蒼き鋼と鋼鉄のアルペジオ Cadenza 作:観測者と語り部
日本海側に展開する霧の東洋方面艦隊所属、第一巡洋艦隊。
その艦隊の中心に位置する旗艦、大戦艦コンゴウ。
彼女は艦橋の頂上に座りながら、羽根休めに留まる海鳥と戯れていた。
しかし、その顔は静かに去って行った黄色い潜水艦の方を眺めている。
「403、行っちゃったね。コンゴウ」
「マヤか」
そんな彼女に文字通り船ごと近付いて、声を掛けたのは重巡マヤである。
何時もならピアノを弾いているか、他の楽器をナノマテリアルで作成。
或いは人類の作曲した楽譜を勝手に模写しているくせに、今日は少しばかり真面目な様子。
その表情はのほほんとしていて、何を考えているのか分からないのはいつも通りだ。
「403の事が心配?」
「いや、むしろ手間の掛かる部下が減ってくれて一安心しただけだ。
それに403には特務がある。

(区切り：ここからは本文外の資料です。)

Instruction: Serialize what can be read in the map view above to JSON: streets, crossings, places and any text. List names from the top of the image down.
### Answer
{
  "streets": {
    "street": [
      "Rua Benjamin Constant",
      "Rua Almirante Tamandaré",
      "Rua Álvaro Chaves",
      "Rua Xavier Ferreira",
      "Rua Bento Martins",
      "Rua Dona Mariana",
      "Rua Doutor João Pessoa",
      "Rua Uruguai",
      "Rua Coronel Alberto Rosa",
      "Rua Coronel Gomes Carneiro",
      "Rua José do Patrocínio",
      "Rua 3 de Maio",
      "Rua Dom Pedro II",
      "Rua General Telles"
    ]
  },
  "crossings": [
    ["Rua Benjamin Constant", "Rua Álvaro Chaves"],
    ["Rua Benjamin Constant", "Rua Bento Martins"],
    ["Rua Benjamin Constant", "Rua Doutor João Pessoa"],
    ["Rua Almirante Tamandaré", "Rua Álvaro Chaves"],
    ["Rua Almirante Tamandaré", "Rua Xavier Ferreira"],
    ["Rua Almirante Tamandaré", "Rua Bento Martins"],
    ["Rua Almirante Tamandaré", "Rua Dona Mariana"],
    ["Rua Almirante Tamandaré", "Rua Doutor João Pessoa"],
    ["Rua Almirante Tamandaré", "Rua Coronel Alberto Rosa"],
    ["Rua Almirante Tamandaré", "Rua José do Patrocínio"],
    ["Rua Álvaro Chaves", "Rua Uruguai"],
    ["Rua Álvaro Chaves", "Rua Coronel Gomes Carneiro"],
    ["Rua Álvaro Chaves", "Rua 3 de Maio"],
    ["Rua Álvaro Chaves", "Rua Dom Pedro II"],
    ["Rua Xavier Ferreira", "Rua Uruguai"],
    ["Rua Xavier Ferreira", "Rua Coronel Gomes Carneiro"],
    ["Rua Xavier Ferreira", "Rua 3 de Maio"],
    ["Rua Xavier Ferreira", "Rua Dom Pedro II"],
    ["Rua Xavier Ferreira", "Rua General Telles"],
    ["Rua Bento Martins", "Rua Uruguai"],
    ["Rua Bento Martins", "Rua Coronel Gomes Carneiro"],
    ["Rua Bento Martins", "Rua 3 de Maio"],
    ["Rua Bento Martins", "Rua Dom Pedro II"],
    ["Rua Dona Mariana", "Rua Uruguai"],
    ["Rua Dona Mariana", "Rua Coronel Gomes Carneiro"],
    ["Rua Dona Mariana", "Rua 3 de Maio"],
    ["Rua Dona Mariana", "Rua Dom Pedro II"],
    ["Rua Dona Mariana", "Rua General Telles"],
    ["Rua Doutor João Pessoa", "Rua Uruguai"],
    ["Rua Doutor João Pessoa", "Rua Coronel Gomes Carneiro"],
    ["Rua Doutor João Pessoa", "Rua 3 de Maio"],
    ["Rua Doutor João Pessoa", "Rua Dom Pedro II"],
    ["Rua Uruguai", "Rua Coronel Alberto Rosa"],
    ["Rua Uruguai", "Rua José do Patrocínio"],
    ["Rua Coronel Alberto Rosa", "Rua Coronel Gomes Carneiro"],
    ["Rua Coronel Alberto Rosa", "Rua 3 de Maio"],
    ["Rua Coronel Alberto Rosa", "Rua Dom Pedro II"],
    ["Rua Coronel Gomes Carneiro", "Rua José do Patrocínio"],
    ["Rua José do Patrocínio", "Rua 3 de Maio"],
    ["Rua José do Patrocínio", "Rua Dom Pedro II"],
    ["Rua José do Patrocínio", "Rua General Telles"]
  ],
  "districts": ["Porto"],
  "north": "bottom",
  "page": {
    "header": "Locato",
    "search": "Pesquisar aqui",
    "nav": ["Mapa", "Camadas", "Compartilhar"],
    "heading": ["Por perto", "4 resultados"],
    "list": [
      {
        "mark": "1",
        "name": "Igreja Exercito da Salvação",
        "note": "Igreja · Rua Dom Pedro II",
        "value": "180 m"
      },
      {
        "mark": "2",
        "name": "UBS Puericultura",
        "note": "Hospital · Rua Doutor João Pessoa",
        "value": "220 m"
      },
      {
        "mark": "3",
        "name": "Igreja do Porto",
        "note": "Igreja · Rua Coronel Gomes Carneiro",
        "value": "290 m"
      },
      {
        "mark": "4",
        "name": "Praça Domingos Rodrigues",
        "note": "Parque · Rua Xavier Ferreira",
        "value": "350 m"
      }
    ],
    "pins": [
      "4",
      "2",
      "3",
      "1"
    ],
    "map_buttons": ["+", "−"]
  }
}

何時までも艦隊に留まる訳にも行かないだろう」
「そっか」
マヤはぶっきら棒なコンゴウの態度の裏に隠された部下を思いやる気持ちを察して微笑んだ。
艦隊旗艦殿は、迷子の潜水艦ちゃんが居なくなって清々しているが、実はその裏で感謝していることもマヤは知っているのだ。
403のおかげで軽巡ナガラは無事に帰還することが出来たのだから、総旗艦『大和』から部下を預かる身としては、一安心といった所だろう。
人類に組みするイ号401が援軍に来る可能性があった以上、ピケット艦として配置されていた軽巡ナガラを単独で作戦区域に投入するのは愚の骨頂。
本来であれば重巡を中心とした対潜特化の駆逐艦隊を派遣するところだ。
そして、霧が潜水艦狩りをやるとしたら、人類のような洗練された戦術を取れずとも、物量と火力の面制圧で圧殺するくらいの知恵はある。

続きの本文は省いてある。